I'm trying to solve a given system:
$x_1'=x_1+2x_2+5e^{4t}$
$x_2'=2x_1+x_2$
However, depending on if I apply (D-1) to the first or the second equation, then substitute in and use the annihilator method, I get two different answers.
Answer 1:
$x_1=c_1e^{3t}e^{-t}+3e^{4t}$
$x_2=c_1e^{3t}+c2e^{-t}+2e^{4t}$
Answer 2:
$x_1=c_1e^{3t}+c_2e^{-t}+3e^{4t}$
$x_2=-c_1e^{3t}+c_2e^{-t}+2e^{4t}$
Is this possible? I've tried playing around with negative signs but they don't equate, but I've checked and both solutions solve the system.

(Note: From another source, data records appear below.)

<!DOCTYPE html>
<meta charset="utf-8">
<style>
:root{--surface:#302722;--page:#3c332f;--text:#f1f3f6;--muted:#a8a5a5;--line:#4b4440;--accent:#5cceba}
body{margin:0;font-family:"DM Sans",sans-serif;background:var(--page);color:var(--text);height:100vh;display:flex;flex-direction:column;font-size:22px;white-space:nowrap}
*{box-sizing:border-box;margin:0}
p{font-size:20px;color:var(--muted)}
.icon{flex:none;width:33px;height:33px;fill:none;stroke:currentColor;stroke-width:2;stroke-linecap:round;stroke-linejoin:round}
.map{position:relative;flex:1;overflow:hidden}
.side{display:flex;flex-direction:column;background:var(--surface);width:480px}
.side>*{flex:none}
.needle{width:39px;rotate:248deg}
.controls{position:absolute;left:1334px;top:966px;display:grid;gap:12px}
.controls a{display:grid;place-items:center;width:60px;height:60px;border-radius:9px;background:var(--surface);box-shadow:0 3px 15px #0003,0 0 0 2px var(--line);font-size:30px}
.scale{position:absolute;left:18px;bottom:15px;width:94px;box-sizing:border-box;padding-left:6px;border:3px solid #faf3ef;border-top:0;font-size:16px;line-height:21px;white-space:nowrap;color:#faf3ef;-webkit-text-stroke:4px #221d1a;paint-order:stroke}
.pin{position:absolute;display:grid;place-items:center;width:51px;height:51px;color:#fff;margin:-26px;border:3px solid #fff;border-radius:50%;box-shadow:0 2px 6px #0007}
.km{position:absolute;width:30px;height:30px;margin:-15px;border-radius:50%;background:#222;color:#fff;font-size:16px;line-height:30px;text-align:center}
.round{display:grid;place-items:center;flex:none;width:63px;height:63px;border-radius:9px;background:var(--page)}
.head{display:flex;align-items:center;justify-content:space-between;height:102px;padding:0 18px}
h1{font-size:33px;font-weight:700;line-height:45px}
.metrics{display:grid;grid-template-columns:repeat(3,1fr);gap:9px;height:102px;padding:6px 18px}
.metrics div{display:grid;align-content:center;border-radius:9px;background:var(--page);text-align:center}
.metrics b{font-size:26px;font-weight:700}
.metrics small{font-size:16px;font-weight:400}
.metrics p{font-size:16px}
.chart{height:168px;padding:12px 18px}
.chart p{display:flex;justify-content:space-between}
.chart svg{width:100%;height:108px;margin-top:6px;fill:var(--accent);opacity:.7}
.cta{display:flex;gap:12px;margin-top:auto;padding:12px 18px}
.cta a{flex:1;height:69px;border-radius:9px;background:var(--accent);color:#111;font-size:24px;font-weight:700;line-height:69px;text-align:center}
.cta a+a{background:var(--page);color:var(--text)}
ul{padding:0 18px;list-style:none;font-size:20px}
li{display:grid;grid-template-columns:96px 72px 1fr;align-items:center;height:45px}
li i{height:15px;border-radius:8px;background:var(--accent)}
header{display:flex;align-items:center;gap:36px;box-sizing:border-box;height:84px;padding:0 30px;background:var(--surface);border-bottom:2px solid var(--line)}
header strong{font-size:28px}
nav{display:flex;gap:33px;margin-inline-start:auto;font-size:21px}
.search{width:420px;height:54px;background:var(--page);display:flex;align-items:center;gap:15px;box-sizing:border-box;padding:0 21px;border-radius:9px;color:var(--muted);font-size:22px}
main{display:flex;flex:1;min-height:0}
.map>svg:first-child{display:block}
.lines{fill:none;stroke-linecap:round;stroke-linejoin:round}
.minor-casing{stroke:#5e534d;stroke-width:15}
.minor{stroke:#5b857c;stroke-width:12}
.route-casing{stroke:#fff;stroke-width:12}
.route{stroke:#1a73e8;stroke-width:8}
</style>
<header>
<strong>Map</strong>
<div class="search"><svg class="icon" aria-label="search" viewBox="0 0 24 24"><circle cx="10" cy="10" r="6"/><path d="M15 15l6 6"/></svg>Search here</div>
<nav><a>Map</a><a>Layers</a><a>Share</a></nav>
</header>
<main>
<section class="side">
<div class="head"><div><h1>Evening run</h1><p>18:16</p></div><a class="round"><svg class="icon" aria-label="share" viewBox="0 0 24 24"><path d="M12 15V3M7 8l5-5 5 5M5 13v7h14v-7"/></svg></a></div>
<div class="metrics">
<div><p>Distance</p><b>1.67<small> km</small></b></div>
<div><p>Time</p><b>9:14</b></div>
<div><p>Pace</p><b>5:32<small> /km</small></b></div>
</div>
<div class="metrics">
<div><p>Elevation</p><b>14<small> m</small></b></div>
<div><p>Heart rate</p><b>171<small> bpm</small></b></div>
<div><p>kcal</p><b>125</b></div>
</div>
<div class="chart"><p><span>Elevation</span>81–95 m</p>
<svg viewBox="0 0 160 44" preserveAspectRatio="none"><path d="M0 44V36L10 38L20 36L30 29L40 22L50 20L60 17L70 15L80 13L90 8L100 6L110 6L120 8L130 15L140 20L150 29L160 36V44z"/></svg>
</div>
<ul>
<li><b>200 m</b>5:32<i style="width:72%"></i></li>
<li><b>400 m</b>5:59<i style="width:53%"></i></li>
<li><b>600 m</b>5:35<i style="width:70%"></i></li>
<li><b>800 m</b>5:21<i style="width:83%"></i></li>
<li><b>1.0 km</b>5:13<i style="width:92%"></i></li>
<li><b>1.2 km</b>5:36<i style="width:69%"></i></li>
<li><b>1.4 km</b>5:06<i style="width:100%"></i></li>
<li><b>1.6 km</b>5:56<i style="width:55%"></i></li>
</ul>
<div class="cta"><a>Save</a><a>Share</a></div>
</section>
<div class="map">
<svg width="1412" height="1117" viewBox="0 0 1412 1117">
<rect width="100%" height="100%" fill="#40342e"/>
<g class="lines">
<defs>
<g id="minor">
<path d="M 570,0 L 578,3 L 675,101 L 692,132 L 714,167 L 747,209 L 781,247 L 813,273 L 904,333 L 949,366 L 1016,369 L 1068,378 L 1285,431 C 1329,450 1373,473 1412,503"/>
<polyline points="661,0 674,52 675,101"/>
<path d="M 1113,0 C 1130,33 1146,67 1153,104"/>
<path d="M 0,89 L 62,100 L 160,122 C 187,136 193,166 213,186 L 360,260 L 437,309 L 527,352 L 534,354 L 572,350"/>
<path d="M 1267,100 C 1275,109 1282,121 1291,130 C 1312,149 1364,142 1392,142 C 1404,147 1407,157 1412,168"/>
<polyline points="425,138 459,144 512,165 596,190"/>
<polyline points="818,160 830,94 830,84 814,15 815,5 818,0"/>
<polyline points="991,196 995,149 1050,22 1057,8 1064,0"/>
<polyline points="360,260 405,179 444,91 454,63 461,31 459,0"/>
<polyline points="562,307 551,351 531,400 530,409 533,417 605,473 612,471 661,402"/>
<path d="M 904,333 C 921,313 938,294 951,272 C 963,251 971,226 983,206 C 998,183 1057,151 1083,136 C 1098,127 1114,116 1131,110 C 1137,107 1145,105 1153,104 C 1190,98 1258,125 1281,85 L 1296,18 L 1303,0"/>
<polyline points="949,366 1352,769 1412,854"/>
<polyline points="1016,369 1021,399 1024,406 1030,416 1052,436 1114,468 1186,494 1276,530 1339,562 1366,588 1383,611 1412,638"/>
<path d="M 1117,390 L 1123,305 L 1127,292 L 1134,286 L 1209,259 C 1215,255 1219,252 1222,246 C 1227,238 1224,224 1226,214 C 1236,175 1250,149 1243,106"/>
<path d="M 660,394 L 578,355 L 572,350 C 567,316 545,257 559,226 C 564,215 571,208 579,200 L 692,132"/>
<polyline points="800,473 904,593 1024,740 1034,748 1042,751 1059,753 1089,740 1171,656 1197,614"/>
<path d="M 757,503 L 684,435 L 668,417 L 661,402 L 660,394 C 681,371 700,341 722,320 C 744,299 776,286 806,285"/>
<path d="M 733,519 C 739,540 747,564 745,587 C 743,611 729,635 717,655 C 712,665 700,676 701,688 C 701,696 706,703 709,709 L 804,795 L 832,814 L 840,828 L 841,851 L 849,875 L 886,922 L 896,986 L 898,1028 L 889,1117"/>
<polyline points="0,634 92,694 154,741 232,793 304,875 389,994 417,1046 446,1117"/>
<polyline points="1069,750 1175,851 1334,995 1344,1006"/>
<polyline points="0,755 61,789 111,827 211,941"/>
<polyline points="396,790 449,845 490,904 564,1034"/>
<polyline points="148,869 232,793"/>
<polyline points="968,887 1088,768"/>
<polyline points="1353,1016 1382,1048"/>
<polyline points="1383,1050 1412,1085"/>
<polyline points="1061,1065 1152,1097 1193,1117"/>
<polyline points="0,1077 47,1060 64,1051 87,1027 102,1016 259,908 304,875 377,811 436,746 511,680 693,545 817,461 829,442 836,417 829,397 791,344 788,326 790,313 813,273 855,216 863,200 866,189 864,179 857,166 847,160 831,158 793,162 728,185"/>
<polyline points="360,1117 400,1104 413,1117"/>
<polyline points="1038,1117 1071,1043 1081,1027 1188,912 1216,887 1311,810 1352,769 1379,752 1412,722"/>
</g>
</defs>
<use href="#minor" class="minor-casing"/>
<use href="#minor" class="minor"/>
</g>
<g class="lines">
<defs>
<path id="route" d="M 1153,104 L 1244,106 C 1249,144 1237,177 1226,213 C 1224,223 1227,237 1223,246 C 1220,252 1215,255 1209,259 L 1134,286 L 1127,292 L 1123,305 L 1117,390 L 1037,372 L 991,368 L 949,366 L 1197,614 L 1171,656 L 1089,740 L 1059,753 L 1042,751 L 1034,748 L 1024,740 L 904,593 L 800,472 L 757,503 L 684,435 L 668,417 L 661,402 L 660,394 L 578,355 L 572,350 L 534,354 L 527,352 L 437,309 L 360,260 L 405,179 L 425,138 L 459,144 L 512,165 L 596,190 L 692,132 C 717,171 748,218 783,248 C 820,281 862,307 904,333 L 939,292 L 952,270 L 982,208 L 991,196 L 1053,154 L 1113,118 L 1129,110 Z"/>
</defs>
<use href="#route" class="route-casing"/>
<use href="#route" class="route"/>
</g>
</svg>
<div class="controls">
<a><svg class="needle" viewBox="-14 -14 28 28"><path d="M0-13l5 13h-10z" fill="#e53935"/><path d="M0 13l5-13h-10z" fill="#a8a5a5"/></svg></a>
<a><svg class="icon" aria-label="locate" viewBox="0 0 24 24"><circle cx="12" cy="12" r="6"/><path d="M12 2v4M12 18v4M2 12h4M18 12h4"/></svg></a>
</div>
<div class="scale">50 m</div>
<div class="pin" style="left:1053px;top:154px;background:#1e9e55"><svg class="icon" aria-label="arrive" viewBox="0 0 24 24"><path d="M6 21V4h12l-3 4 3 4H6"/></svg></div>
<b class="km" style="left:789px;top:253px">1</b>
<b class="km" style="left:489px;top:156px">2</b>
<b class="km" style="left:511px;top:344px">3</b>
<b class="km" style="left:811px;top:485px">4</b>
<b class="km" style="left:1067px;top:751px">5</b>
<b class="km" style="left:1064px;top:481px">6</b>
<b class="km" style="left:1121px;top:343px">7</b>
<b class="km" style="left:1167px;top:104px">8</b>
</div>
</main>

I've also encountered other issues like this before when I'm solving systems (both homogeneous and nonhomogeneous)
Apologies for the shoddy notation; I tried to use Latex but apparently I don't have enough reputation to insert it.
Careful!
$$x_1=c_1e^{3t}+c_2e^{-t}+3e^{4t}$$ $$x_2=-c_1e^{3t}+c_2e^{-t}+2e^{4t}$$ does not satisfy your system.
Note that $$x_1'=3c_1e^{3t}-c_2e^{-t}+12e^{4t}$$ while $$ x_1+2x_2+5e^{4t} = -c_1e^{3t}+3c_2e^{-t}+12e^{4t}$$ Which are not the same.